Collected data
*** Block opens ***
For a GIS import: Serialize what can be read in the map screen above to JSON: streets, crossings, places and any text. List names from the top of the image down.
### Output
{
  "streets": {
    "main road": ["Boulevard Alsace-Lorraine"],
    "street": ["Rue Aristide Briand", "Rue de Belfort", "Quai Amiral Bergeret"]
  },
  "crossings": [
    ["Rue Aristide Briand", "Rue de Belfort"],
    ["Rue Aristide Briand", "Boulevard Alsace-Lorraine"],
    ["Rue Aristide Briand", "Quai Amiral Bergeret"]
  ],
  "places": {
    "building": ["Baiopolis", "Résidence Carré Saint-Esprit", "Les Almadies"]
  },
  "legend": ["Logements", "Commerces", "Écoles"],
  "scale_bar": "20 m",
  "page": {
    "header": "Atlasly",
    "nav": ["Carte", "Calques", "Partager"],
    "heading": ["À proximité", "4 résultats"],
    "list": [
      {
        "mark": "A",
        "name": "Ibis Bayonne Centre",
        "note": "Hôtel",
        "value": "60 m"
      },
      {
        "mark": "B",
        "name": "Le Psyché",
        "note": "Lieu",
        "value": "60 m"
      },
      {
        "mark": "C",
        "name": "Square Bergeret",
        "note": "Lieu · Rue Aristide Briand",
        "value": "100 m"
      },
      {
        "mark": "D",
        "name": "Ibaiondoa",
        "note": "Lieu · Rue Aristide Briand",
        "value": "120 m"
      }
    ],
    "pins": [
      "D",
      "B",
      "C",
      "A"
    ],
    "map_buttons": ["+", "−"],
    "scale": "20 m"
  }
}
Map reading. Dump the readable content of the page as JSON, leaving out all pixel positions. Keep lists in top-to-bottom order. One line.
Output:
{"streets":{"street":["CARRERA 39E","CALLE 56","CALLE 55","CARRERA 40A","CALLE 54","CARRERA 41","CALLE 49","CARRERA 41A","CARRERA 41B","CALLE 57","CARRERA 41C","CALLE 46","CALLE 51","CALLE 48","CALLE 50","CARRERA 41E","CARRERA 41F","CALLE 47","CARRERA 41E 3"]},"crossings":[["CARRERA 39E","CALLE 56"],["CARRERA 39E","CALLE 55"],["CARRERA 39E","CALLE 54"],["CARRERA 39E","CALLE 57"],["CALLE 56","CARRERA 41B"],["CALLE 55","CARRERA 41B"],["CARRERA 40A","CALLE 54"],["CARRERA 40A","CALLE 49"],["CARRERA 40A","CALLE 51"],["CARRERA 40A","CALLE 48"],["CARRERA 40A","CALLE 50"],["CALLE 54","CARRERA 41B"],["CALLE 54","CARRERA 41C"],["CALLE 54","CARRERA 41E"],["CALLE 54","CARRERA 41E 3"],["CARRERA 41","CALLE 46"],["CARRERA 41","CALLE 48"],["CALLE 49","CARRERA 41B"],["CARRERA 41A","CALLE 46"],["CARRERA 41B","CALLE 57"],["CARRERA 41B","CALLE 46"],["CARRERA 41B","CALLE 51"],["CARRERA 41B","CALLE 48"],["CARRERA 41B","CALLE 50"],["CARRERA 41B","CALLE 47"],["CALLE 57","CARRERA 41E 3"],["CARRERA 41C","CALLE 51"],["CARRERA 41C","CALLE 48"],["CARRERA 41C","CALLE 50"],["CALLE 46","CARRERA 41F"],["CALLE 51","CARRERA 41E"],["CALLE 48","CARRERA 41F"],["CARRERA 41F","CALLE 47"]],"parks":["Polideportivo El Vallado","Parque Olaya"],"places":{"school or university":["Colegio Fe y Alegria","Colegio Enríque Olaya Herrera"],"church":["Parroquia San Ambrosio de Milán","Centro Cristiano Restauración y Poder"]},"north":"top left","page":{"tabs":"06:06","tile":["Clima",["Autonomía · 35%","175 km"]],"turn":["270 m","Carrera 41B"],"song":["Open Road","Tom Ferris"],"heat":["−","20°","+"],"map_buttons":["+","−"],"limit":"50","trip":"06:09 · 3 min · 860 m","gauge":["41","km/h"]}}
*** Block closes ***
• _DIRECTIONS FOR THIS TASK_
Write every record above out again exactly as it stands.

• _SOLUTION TO THE EXERCISE_
For a GIS import: Serialize what can be read in the map screen above to JSON: streets, crossings, places and any text. List names from the top of the image down.
### Output
{
  "streets": {
    "main road": ["Boulevard Alsace-Lorraine"],
    "street": ["Rue Aristide Briand", "Rue de Belfort", "Quai Amiral Bergeret"]
  },
  "crossings": [
    ["Rue Aristide Briand", "Rue de Belfort"],
    ["Rue Aristide Briand", "Boulevard Alsace-Lorraine"],
    ["Rue Aristide Briand", "Quai Amiral Bergeret"]
  ],
  "places": {
    "building": ["Baiopolis", "Résidence Carré Saint-Esprit", "Les Almadies"]
  },
  "legend": ["Logements", "Commerces", "Écoles"],
  "scale_bar": "20 m",
  "page": {
    "header": "Atlasly",
    "nav": ["Carte", "Calques", "Partager"],
    "heading": ["À proximité", "4 résultats"],
    "list": [
      {
        "mark": "A",
        "name": "Ibis Bayonne Centre",
        "note": "Hôtel",
        "value": "60 m"
      },
      {
        "mark": "B",
        "name": "Le Psyché",
        "note": "Lieu",
        "value": "60 m"
      },
      {
        "mark": "C",
        "name": "Square Bergeret",
        "note": "Lieu · Rue Aristide Briand",
        "value": "100 m"
      },
      {
        "mark": "D",
        "name": "Ibaiondoa",
        "note": "Lieu · Rue Aristide Briand",
        "value": "120 m"
      }
    ],
    "pins": [
      "D",
      "B",
      "C",
      "A"
    ],
    "map_buttons": ["+", "−"],
    "scale": "20 m"
  }
}
Map reading. Dump the readable content of the page as JSON, leaving out all pixel positions. Keep lists in top-to-bottom order. One line.
Output:
{"streets":{"street":["CARRERA 39E","CALLE 56","CALLE 55","CARRERA 40A","CALLE 54","CARRERA 41","CALLE 49","CARRERA 41A","CARRERA 41B","CALLE 57","CARRERA 41C","CALLE 46","CALLE 51","CALLE 48","CALLE 50","CARRERA 41E","CARRERA 41F","CALLE 47","CARRERA 41E 3"]},"crossings":[["CARRERA 39E","CALLE 56"],["CARRERA 39E","CALLE 55"],["CARRERA 39E","CALLE 54"],["CARRERA 39E","CALLE 57"],["CALLE 56","CARRERA 41B"],["CALLE 55","CARRERA 41B"],["CARRERA 40A","CALLE 54"],["CARRERA 40A","CALLE 49"],["CARRERA 40A","CALLE 51"],["CARRERA 40A","CALLE 48"],["CARRERA 40A","CALLE 50"],["CALLE 54","CARRERA 41B"],["CALLE 54","CARRERA 41C"],["CALLE 54","CARRERA 41E"],["CALLE 54","CARRERA 41E 3"],["CARRERA 41","CALLE 46"],["CARRERA 41","CALLE 48"],["CALLE 49","CARRERA 41B"],["CARRERA 41A","CALLE 46"],["CARRERA 41B","CALLE 57"],["CARRERA 41B","CALLE 46"],["CARRERA 41B","CALLE 51"],["CARRERA 41B","CALLE 48"],["CARRERA 41B","CALLE 50"],["CARRERA 41B","CALLE 47"],["CALLE 57","CARRERA 41E 3"],["CARRERA 41C","CALLE 51"],["CARRERA 41C","CALLE 48"],["CARRERA 41C","CALLE 50"],["CALLE 46","CARRERA 41F"],["CALLE 51","CARRERA 41E"],["CALLE 48","CARRERA 41F"],["CARRERA 41F","CALLE 47"]],"parks":["Polideportivo El Vallado","Parque Olaya"],"places":{"school or university":["Colegio Fe y Alegria","Colegio Enríque Olaya Herrera"],"church":["Parroquia San Ambrosio de Milán","Centro Cristiano Restauración y Poder"]},"north":"top left","page":{"tabs":"06:06","tile":["Clima",["Autonomía · 35%","175 km"]],"turn":["270 m","Carrera 41B"],"song":["Open Road","Tom Ferris"],"heat":["−","20°","+"],"map_buttons":["+","−"],"limit":"50","trip":"06:09 · 3 min · 860 m","gauge":["41","km/h"]}}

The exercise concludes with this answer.